The code looks a bit complicated, but actually pretty simple:

Line 2: Assume we already have a pointer to cs_insn structure. This line casts the details to a variable named detail for simplicity.
Line 3: Check if this instruction has any operands to print out.
Line 9 ~ 11: If this operand is register (reflected by type ARM64_OP_REG), then print out its register name with the API cs_reg_name().
Line 12 ~ 14: If this operand is immediate (reflected by type ARM64_OP_IMM), then print out its numerical value.
Line 15 ~ 17: If this operand is real number (reflected by type ARM64_OP_FP), then print out its numerical value.
Line 18 ~ 26: If this operand is memory reference (reflected by type ARM64_OP_MEM), then print out its base/index registers, together with offset value.
Line 27 ~ 29: If this operand is of type C-IMM (coprocessor register type, reflected by ARM64_OP_CIMM), then print out its index value.
Line 32 ~ 36: If this operand uses shift or extender, print out their value.
Line 39 ~ 40: Print out the code condition of this instruction if relevant.
Line 42 ~ 43: If this instruction update flags, print out that.
Line 45 ~ 46: If this instruction writes back its value afterwards, print out that.

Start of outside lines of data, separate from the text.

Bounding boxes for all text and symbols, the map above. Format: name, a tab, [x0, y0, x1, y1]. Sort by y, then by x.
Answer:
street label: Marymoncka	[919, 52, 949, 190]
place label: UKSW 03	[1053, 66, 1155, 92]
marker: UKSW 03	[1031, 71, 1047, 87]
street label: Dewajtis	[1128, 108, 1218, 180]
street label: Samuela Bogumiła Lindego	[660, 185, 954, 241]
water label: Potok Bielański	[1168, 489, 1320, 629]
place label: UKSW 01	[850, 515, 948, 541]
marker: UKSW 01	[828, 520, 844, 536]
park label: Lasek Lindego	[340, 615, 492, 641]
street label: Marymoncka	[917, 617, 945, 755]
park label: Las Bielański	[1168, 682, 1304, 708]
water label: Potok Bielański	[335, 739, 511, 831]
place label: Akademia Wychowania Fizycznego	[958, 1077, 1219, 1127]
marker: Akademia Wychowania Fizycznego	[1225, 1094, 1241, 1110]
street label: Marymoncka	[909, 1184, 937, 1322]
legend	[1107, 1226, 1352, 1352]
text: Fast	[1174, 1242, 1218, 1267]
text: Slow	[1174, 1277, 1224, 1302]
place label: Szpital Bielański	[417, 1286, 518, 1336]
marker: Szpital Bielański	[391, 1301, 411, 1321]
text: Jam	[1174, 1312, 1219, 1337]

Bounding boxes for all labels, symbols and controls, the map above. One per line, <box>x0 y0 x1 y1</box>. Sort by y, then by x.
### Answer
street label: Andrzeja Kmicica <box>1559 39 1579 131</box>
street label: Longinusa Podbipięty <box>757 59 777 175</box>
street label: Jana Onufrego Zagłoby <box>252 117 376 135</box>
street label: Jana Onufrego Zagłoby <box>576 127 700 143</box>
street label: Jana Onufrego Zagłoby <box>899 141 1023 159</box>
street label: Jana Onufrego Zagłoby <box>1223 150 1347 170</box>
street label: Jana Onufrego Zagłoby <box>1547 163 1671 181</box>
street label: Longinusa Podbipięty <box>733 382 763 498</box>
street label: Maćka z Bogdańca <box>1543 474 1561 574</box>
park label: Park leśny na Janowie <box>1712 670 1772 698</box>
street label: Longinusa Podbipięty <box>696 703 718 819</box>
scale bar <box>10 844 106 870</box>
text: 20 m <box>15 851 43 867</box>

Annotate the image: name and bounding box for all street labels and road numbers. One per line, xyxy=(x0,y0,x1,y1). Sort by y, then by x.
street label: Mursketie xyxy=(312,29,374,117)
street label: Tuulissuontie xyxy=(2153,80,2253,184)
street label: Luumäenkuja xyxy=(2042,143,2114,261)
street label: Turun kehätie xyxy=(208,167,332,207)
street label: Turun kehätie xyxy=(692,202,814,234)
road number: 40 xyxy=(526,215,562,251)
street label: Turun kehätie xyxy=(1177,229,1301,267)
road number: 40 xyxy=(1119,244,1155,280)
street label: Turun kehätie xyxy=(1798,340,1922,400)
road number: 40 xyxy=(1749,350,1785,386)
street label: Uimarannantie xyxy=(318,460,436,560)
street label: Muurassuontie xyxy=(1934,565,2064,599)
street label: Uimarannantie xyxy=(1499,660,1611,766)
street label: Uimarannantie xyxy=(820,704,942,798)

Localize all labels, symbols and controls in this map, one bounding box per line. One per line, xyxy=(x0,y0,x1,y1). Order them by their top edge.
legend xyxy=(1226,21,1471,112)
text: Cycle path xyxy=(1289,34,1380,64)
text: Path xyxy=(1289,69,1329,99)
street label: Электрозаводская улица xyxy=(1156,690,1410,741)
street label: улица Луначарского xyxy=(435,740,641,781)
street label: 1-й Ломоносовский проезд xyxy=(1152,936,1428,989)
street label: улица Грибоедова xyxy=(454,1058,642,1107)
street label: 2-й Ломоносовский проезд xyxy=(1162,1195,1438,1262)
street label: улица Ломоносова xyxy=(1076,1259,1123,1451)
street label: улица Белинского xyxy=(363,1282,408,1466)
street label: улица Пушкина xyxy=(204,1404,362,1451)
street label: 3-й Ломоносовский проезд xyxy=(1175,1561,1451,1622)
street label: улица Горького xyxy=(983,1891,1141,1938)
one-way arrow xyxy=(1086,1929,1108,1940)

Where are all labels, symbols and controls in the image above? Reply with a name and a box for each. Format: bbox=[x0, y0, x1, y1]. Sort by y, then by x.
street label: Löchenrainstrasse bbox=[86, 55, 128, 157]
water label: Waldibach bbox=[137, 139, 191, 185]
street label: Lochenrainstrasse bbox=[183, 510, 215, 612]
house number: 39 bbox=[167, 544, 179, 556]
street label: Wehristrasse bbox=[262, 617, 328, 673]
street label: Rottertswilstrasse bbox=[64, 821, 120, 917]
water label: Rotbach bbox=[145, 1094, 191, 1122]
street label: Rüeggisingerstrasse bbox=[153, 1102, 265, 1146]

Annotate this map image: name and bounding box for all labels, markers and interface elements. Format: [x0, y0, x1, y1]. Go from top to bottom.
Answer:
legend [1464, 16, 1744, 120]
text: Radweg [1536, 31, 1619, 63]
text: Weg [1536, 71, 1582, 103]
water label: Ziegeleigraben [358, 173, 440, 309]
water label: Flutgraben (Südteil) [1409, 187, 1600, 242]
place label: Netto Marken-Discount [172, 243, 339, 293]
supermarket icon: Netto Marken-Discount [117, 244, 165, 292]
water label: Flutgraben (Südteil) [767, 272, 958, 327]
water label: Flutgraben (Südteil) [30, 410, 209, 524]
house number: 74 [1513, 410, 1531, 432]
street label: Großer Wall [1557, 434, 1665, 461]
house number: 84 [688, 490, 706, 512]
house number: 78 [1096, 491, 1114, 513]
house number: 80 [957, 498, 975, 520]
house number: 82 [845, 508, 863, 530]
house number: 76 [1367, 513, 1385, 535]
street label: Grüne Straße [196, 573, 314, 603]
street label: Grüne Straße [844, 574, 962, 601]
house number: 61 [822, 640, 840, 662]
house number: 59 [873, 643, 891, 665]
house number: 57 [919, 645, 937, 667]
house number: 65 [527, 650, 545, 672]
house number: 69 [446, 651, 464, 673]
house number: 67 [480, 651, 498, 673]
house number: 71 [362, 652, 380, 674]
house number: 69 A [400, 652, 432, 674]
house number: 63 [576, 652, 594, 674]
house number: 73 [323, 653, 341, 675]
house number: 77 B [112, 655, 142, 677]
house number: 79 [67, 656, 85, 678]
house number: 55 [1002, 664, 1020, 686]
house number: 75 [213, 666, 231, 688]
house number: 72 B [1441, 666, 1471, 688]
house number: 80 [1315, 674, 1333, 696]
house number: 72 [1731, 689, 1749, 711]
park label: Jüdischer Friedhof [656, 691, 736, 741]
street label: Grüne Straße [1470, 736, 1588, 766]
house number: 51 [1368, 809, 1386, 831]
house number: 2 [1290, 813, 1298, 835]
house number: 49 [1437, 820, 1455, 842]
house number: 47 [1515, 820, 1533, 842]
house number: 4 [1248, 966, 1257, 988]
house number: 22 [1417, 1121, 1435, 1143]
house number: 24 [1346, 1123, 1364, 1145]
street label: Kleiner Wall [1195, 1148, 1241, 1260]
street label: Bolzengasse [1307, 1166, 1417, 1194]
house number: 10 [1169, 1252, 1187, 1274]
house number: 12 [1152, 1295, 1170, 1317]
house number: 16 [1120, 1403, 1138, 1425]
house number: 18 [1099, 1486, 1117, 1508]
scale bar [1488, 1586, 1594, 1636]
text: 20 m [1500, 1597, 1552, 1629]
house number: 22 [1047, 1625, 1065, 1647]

The output of the above sample is like below.

0x38:	ldr	w1, [sp, #8]
	Number of operands: 2
		operands[0].type: REG = w1
		operands[1].type: MEM
			operands[1].mem.base: REG = sp
			operands[1].mem.disp: 0x8

0x3c:	csneg	x0, x1, x1, eq
	Number of operands: 3
		operands[0].type: REG = x0
		operands[1].type: REG = x1
		operands[2].type: REG = x1
	Code condition: 1

0x40:	add	x0, x1, x2, lsl #2
	Number of operands: 3
		operands[0].type: REG = x0
		operands[1].type: REG = x1
		operands[2].type: REG = x2
			Shift: type = 1, value = 2

5. Run-time options

Besides the CS_OPT_DETAIL option previously introduced, Capstone can customize the engine at run-time, allowing us to set the assembly syntax or dynamically change engine’s mode with the same API cs_option().

5.1 Syntax option

By default, X86 assembly outputs in Intel syntax. To switch to AT&T syntax instead, we can simply set syntax option using the option CS_OPT_SYNTAX with cs_option() like below.

csh handle;

cs_open(CS_ARCH_X86, CS_MODE_64, &handle);
cs_option(handle, CS_OPT_SYNTAX, CS_OPT_SYNTAX_ATT); // CS_OPT_SYNTAX_ATT represents AT&T syntax

In case we want to return to Intel syntax, we can reset the syntax in the similar way:

cs_option(handle, CS_OPT_SYNTAX, CS_OPT_SYNTAX_INTEL); // CS_OPT_SYNTAX_INTEL indicates Intel syntax

5.2 Dynamically change disassemble mode at run-time

From version 2.0, we can dynamically change the engine’s mode with cs_open() at run-time thanks to a new option CS_OPT_MODE.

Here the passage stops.